Monday, Apr. 11, 1949
Old Standby
For the past year, radio's Tex McCrary has been looking at television with a speculative eye. An A.A.F. lieutenant colonel (he jumped with paratroops into France) and ex-newsman (chief editorial writer of the New York tabloid Mirror), McCrary was confident that he could survive TV's headaches. He was also shrewd enough to know that he had a TV asset in his pretty brunette wife Jinx Falkenburg, onetime model and cinemactress, who shares his over-the-breakfast-table radio show.

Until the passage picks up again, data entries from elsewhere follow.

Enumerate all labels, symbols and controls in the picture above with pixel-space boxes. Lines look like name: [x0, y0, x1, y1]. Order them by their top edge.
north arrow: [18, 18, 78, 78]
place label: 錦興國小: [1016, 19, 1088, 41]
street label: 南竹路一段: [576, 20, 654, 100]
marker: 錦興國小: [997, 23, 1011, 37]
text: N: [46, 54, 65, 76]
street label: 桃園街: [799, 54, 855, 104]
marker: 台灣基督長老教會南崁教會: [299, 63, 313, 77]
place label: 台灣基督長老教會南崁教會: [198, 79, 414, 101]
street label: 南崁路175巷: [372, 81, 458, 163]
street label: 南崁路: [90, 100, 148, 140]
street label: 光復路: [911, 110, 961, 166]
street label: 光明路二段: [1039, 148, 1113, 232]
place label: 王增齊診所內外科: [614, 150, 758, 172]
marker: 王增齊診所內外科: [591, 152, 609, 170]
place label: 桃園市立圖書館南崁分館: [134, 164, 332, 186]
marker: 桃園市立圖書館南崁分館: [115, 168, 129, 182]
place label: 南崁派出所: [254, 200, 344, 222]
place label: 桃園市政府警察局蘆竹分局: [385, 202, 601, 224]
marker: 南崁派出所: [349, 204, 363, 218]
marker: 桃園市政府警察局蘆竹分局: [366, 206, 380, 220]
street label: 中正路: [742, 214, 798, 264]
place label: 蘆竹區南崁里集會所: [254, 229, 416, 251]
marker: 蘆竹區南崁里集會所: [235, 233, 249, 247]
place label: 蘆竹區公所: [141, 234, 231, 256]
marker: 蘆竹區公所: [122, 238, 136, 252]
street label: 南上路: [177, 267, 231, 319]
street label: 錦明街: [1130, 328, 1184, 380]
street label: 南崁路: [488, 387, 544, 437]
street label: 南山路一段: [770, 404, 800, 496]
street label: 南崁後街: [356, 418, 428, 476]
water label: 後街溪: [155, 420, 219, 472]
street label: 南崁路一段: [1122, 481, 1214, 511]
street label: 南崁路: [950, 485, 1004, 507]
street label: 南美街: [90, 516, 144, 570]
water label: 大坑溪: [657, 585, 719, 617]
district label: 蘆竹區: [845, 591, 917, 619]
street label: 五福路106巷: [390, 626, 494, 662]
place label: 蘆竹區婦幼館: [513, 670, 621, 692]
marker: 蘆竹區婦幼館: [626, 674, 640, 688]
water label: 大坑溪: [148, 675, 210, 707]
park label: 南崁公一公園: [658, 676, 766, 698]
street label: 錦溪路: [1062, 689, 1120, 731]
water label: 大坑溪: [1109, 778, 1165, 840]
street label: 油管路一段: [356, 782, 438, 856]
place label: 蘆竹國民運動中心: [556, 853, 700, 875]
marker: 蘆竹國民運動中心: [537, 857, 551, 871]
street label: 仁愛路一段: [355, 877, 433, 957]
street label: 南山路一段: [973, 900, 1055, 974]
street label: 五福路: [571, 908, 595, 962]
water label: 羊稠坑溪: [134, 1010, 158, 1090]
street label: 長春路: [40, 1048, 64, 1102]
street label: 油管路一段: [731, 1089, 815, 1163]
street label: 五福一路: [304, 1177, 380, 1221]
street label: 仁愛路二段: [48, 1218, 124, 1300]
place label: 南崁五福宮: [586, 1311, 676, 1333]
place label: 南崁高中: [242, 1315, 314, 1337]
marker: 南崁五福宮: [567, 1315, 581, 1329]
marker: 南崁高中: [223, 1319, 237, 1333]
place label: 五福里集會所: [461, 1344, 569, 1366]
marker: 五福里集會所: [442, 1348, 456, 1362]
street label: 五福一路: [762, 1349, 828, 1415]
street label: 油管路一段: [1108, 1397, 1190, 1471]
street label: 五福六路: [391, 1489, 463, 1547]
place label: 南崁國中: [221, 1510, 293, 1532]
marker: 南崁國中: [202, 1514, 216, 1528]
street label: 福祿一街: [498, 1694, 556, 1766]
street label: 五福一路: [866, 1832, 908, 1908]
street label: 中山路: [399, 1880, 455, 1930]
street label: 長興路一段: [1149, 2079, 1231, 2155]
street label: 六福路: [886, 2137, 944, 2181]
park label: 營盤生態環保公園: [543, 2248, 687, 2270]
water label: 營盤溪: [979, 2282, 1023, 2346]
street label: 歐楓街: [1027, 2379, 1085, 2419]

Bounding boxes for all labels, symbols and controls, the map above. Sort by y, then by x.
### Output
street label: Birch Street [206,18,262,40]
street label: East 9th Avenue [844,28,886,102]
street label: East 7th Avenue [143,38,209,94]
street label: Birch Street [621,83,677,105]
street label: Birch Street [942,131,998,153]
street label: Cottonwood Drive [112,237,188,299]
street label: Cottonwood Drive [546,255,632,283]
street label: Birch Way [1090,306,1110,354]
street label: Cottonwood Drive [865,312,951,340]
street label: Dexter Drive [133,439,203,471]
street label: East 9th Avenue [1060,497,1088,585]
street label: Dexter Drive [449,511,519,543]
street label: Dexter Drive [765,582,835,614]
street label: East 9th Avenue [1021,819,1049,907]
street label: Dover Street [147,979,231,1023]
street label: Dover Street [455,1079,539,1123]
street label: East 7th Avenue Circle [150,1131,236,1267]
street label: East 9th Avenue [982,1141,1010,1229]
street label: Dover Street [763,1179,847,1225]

McCrary figured that the TV audience was ready for something different from the vaudeville routines offered by the Hooperating leaders (Milton Berle, Arthur Godfrey, Ed Sullivan). "TV eats up material so fast," he reasoned, "that the only dependable source is the day-to-day flow of news." Mixing the techniques of newsreel, theater and movies, McCrary developed an ambitious show called Preview, a "magazine of the air," which Philip Morris sponsored. Last month, Preview went on the air (Mon. 8 p.m., CBS-TV).
The opening show ran $5,200 over its budget and was a wretched failure. McCrary knocked over an easel loaded with placards which never did get put back in proper order; gremlins got into the balopticon (magic lantern), and the audio-control system went haywire. A less tenacious man than McCrary might have been crushed by the reviews (Variety: ". . . fantastically bad"; New York Times: ". . . involved hocus-pocus").
But in the weeks that followed, Preview steadied down into a sense-making 30 minutes, with the emphasis switched from news to guest stars. Last week, Preview took an editorial look at the phrasemaking of Winston Churchill. Then it turned quickly to such eye-catching items as the Katherine Dunham dancers, Singer Eugenie Baird, Cinemactor Kirk Douglas. It was a crisp, entertaining, fast-paced show, and its climbing Hooperating put it right up in the first ten. But it was no longer a news-reporting "magazine of the air." More & more, McCrary's Preview was beginning to look like that old TV standby--vaudeville.